To help me pave the way, keeping a stash of these toys and props and using some of these tactics can really make a difference in your next baby or toddler session.
Finding some pom poms, like the ones that cheerleaders use, are attractive to babies and toddlers because of the swishing sound they make and the shine they give off, which helps capture their attention for long periods of time. I usually shake one close to the baby, then slowly move back to keep the baby’s full attention.
Even though it may be difficult for most of us to sound silly, being a baby photographer often requires making a few cooing noises. Mothers are great at these noises, so if you need any ideas, don’t be afraid to ask your client to jump in. Each parent seems to have her own special noises that her baby responds to. Though it sounds silly, you can ask a parent to speak to their child and then mimic those sounds.
Faking a sneeze and following it up with a soft “bless you” will elicit delightful smiles. As the child gets older, you can also tickle Mom and instruct her to fake sneeze.
One of my favorite techniques is to break out the feather tickler and play what we call the “roar game.” My assistant will first tell a child that she is coming to get them. I will then tell the child to roar and scare my assistant away. As she approaches with the tickler, the kid roars, sending my assistant back to the camera acting frightened. This game is hilarious and works every time!
I recommend keeping a variety of music on hand to soothe crying children, excite toddlers, or even help preteens smile. Keep soft lullabies playing in the background when working with infants. This creates a soft barrier that allows me to move things or change backgrounds without startling the child.
Small rattles and bells are another great attention grabber. Using these items along with a soft voice will bring the baby’s eyes directly to the source of the voice.
There are many common baby phrases, and some of my favorites include, “How big is (child’s name)? So big!” “Peek-a-boo!” and “Hands up!” You can also ask the parents if they have a favorite song or phrase they sing when feeding or changing the baby.
Animal or counting games are a great way to get the excitement going.
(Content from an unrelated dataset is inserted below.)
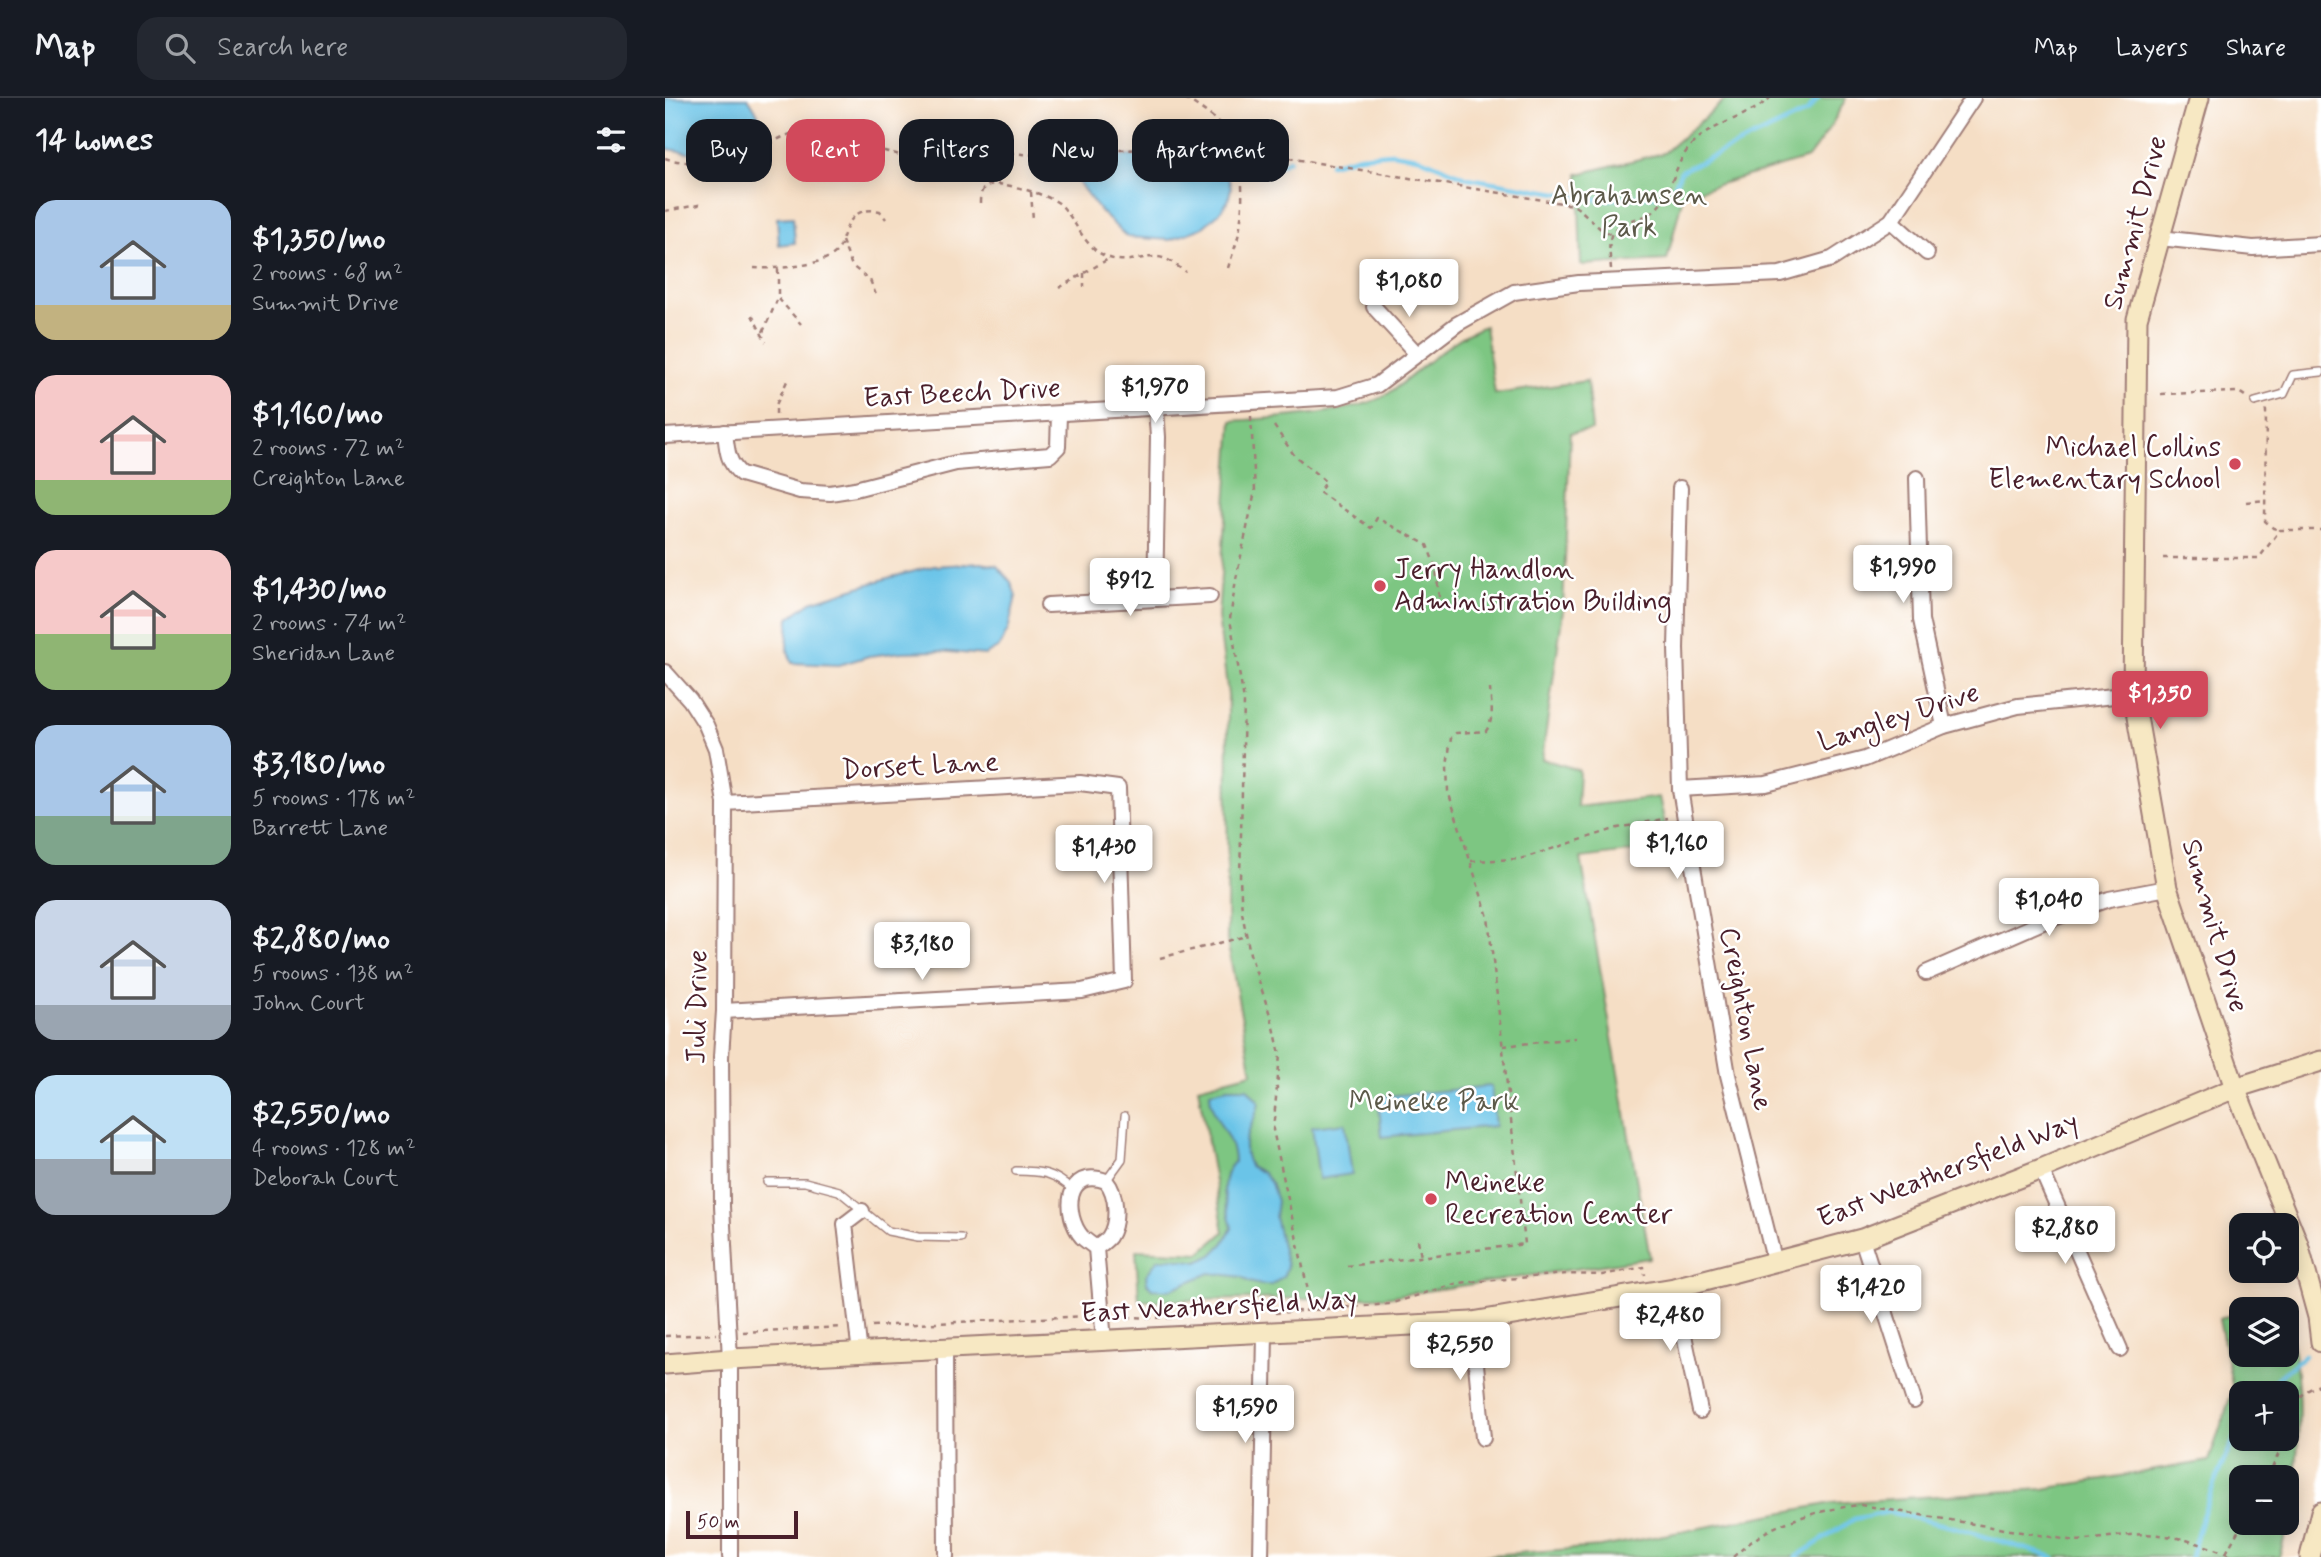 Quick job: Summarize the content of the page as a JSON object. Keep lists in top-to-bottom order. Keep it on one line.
{"streets":{"street":["Summit Drive","East Beech Drive","Langley Drive","Dorset Lane","Juli Drive","Creighton Lane","East Weathersfield Way"]},"crossings":[["Summit Drive","Langley Drive"],["Summit Drive","East Weathersfield Way"],["Langley Drive","Creighton Lane"],["Dorset Lane","Juli Drive"],["Juli Drive","East Weathersfield Way"],["Creighton Lane","East Weathersfield Way"]],"parks":["Abrahamsen Park","Meineke Park"],"places":["Michael Collins Elementary School","Jerry Handlon Administration Building","Meineke Recreation Center"],"scale_bar":"50 m","page":{"header":"Map","search":"Search here","nav":["Map","Layers","Share"],"heading":"14 homes","chip":["Buy","Rent","Filters","New","Apartment"],"list":[{"name":"$1,350/mo","note":"2 rooms · 68 m² · Summit Drive"},{"name":"$1,160/mo","note":"2 rooms · 72 m² · Creighton Lane"},{"name":"$1,430/mo","note":"2 rooms · 74 m² · Sheridan Lane"},{"name":"$3,180/mo","note":"5 rooms · 178 m² · Barrett Lane"},{"name":"$2,880/mo","note":"5 rooms · 138 m² · John Court"},{"name":"$2,550/mo","note":"4 rooms · 128 m² · Deborah Court"}],"price":["$1,080","$1,970","$1,990","$912","$1,350","$1,160","$1,430","$1,040","$3,180","$2,880","$1,420","$2,480","$2,550","$1,590"],"map_buttons":["+","−"],"scale":"50 m"}} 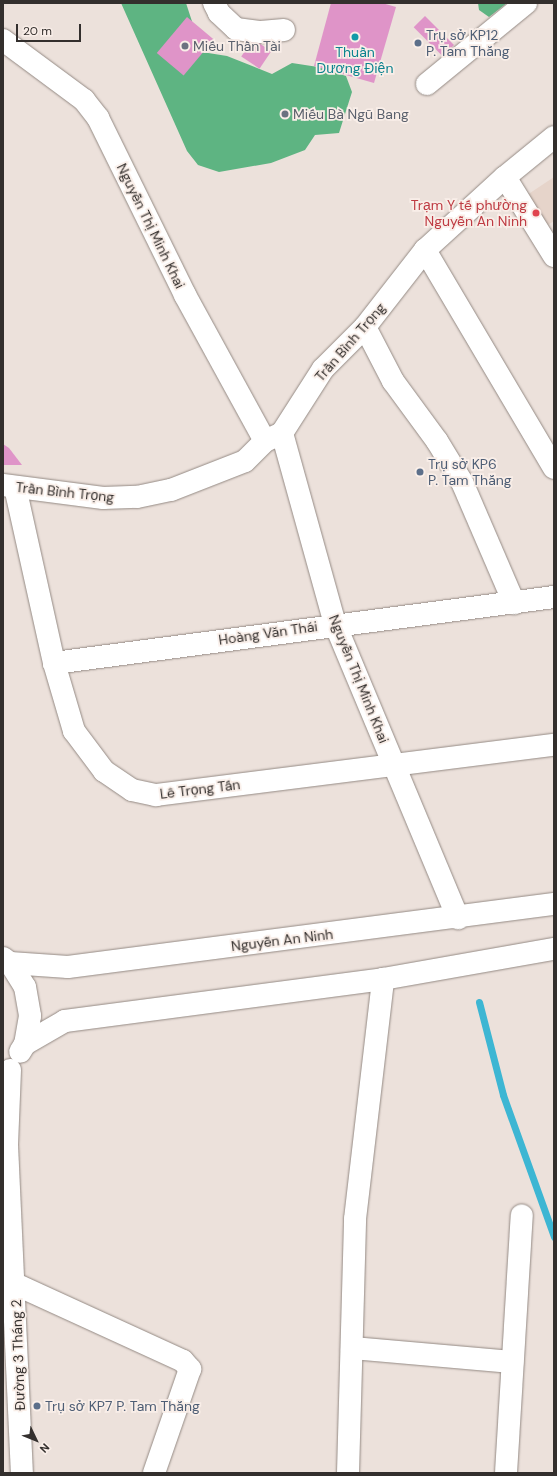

Asking a child what a particular animal says can get them smiling instantly. Furthermore, if you repeat that sound back to them incorrectly, they will really crack up.
You can also play a number guessing game, whispering to Mom to join in. If I hold up two fingers, she will guess that there are four. We then tease Mom when the child gets it right.
As a last resort, bubbles have saved me many times. Because they are messy, I try to avoid using them—but when you have an upset child, nothing provides a quicker change of attitude. I am not sure where the magic comes from, but when I open the jar, smiles appear most of the time. (Never store bubbles in your camera bag, though. That’s one lesson I had to learn the hard way.)